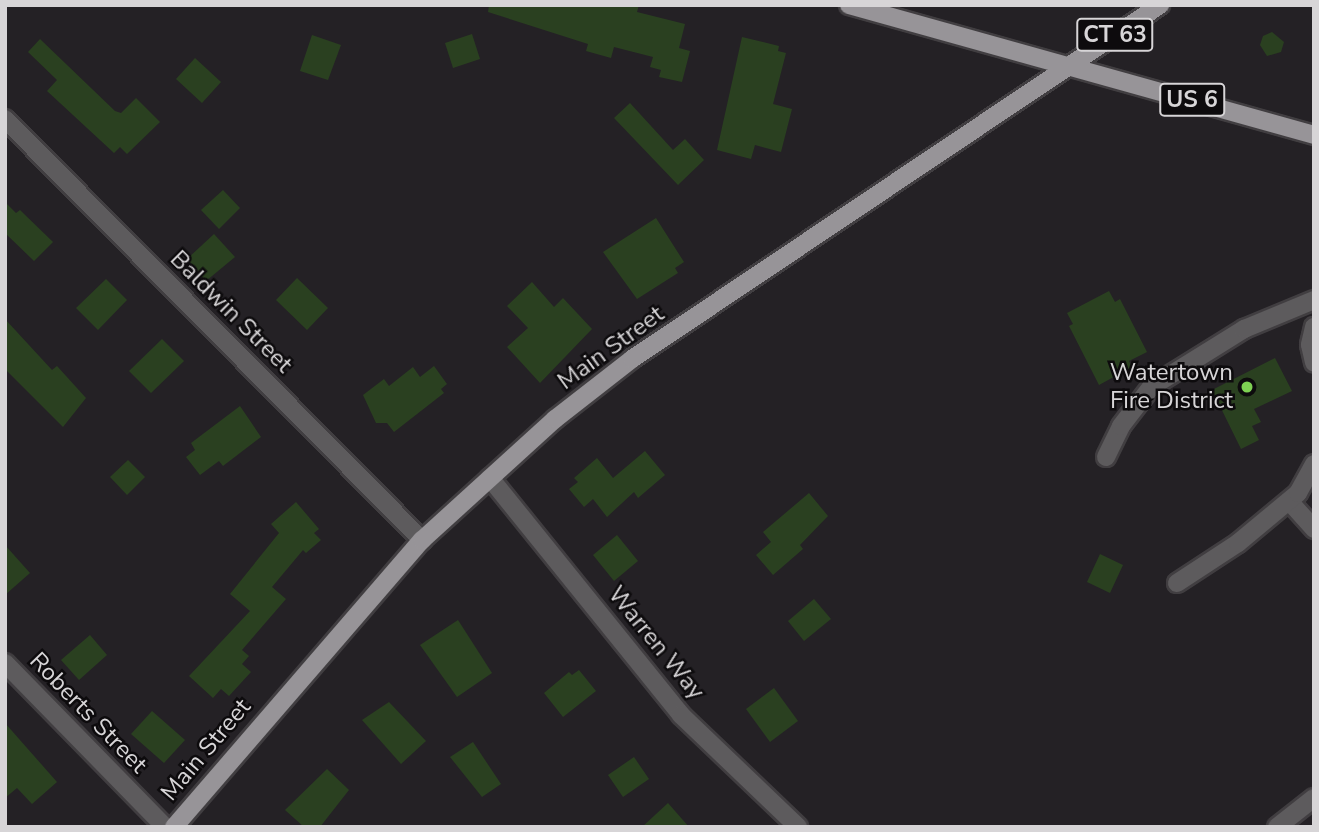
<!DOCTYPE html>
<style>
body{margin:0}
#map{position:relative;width:1319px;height:832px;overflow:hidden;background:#242125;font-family:"Nunito Sans",sans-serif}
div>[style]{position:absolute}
.building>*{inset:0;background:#2a4020}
.roads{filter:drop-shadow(2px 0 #413e41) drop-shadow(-2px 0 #413e41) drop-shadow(0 2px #413e41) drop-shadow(0 -2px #413e41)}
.minor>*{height:18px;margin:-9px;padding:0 9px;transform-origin:9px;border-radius:9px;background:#5d5b5d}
.major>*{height:18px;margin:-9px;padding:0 9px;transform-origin:9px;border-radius:9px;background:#979498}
.dots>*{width:19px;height:19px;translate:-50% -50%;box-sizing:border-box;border:4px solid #0d0b0d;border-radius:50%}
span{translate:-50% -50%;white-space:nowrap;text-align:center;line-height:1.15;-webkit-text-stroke:5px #0d0b0d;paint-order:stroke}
.shield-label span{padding:2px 5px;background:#0d0b0d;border:2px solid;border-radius:5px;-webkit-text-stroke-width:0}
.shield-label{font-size:23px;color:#d7d5d7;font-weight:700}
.street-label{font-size:24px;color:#d7d5d7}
.poi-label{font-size:24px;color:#d7d5d7}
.right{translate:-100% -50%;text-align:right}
.frame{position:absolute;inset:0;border:7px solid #d7d5d7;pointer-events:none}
</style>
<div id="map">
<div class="building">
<div style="clip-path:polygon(489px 5px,639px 5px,637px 12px,685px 24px,679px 48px,690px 51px,682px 82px,659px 77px,661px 70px,650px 67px,653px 57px,614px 47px,611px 58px,586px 51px,588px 44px,488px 12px)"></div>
<div style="clip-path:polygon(1272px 32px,1284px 42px,1281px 52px,1267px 56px,1260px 45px,1263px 36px)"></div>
<div style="clip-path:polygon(472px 34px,480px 59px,453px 68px,445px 43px)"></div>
<div style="clip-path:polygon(312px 35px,341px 45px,328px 80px,300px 71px)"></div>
<div style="clip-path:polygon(742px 37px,779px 46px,778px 51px,786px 53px,773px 104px,792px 109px,781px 152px,755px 145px,751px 159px,717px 150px)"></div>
<div style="clip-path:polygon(40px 39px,115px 111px,121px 113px,136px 98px,160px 122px,127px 154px,120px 147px,114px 153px,47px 91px,57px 80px,28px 52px)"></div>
<div style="clip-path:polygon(195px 58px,221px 82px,202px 103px,176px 79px)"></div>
<div style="clip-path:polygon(630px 103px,673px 150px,685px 139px,704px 160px,678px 185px,614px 118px)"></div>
<div style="clip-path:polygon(223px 190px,240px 208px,219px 229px,201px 210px)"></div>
<div style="clip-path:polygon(5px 202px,16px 213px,20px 210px,53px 242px,34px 261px,5px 233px)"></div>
<div style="clip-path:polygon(656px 218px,684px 262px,675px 268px,678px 273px,637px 299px,603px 252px)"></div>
<div style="clip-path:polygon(214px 234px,235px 257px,206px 281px,187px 259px)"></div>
<div style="clip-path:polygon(297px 278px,328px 308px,307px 330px,276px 300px)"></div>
<div style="clip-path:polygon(106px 279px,127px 300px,98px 330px,76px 308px)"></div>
<div style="clip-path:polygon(532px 282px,554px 307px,563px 298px,592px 329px,540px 383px,507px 347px,528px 328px,507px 306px)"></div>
<div style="clip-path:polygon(1109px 291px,1115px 302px,1120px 299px,1147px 352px,1129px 361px,1132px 367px,1099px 385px,1069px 326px,1073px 324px,1067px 313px)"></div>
<div style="clip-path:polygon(5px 319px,52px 370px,57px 366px,86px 398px,63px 427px,5px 369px)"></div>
<div style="clip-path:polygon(162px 339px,184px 361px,151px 393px,129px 371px)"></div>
<div style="clip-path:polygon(1275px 358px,1292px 391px,1254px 409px,1261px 422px,1252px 426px,1259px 440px,1241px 449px,1212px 390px)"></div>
<div style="clip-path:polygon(434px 366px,447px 384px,441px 389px,444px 393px,394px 432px,387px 423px,376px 423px,363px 395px,384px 379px,389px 386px,413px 367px,420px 377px)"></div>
<div style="clip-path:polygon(240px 406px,261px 437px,223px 466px,219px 461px,200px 475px,186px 457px,195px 450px,191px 443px)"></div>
<div style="clip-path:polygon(645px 451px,665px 475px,638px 498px,634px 492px,607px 517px,593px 499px,584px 507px,569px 489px,578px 482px,574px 478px,597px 458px,613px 478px)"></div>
<div style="clip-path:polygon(128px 460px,145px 477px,127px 495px,110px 477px)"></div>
<div style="clip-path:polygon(809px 493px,828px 516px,800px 545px,803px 549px,773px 575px,756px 555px,771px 542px,763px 532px)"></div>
<div style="clip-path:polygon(296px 502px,319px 529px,314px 533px,321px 540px,306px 553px,303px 550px,272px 587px,286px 599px,242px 650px,249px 656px,242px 664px,251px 672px,229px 696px,221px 689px,213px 698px,189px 676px,250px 611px,230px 594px,279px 533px,271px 524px)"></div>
<div style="clip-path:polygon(617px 535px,638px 561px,614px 581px,593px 555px)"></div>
<div style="clip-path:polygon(5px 545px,30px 573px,5px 595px)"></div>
<div style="clip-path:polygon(1100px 554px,1123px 565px,1110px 593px,1087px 582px)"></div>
<div style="clip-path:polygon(814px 599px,831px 619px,804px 641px,788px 621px)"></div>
<div style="clip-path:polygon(458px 620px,492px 673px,457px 697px,420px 645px)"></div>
<div style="clip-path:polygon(90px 635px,107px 655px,79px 680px,61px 660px)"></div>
<div style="clip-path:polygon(579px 670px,596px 691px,563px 717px,544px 693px,569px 672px,572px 675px)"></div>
<div style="clip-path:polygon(774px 688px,798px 721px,770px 742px,746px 709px)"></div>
<div style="clip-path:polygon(389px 702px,426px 741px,401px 764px,362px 720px)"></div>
<div style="clip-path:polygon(152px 711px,185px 740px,164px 763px,131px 734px)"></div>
<div style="clip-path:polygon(5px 723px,57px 782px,32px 804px,17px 788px,5px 798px)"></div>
<div style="clip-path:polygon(473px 742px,501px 784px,482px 797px,450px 757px)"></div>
<div style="clip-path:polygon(634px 757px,649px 779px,623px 797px,608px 775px)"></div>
<div style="clip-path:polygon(327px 769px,349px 790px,320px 827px,304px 827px,285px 810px)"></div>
<div style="clip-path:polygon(668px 803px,689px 827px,642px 827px)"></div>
</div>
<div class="roads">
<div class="minor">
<div style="left:5px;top:119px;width:593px;rotate:45.27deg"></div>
<div style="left:1314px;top:327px;width:18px;rotate:103deg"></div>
<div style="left:1310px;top:345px;width:18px;rotate:77deg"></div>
<div style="left:1106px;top:457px;width:34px;rotate:-64deg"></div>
<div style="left:1121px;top:426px;width:49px;rotate:-52.4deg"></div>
<div style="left:1151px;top:387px;width:110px;rotate:-31.9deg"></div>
<div style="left:1244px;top:329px;width:76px;rotate:-22.5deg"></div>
<div style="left:490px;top:478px;width:304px;rotate:51.1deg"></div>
<div style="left:681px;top:715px;width:162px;rotate:43.7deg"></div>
<div style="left:1289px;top:501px;width:38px;rotate:48deg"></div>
<div style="left:1177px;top:583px;width:73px;rotate:-33.3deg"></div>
<div style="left:1238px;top:543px;width:78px;rotate:-39.8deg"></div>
<div style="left:1298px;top:493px;width:33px;rotate:-61deg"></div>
<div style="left:5px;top:663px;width:229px;rotate:45.7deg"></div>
<div style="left:1277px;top:827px;width:47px;rotate:-38.1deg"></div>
</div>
<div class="major">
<div style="left:849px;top:5px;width:483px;rotate:15.6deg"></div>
<div style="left:174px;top:827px;width:379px;rotate:-49.2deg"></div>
<div style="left:422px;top:540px;width:180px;rotate:-42.3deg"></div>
<div style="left:555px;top:419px;width:98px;rotate:-37.9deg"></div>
<div style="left:632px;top:359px;width:636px;rotate:-33.84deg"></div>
</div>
</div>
<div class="dots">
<div style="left:1247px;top:387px;background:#7ed153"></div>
</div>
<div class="shield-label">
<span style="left:1115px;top:35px">CT 63</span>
<span style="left:1192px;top:100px">US 6</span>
</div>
<div class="street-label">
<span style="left:231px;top:312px;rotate:45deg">Baldwin Street</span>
<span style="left:611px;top:348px;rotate:-36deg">Main Street</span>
<span style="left:656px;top:643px;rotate:51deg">Warren Way</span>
<span style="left:88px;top:713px;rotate:46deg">Roberts Street</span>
<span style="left:206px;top:750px;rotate:-50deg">Main Street</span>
</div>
<div class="poi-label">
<span class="right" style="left:1233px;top:387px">Watertown<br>Fire District</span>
</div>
<div class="frame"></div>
</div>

Instructions for the task
Repeat exactly and only the lines from the start of the data above through the line that holds "0 #413e41) drop-shadow(-2px", inclusive. Pictures do not belong in the copy.

Exercise answer
<!DOCTYPE html>
<style>
body{margin:0}
#map{position:relative;width:1319px;height:832px;overflow:hidden;background:#242125;font-family:"Nunito Sans",sans-serif}
div>[style]{position:absolute}
.building>*{inset:0;background:#2a4020}
.roads{filter:drop-shadow(2px 0 #413e41) drop-shadow(-2px 0 #413e41) drop-shadow(0 2px #413e41) drop-shadow(0 -2px #413e41)}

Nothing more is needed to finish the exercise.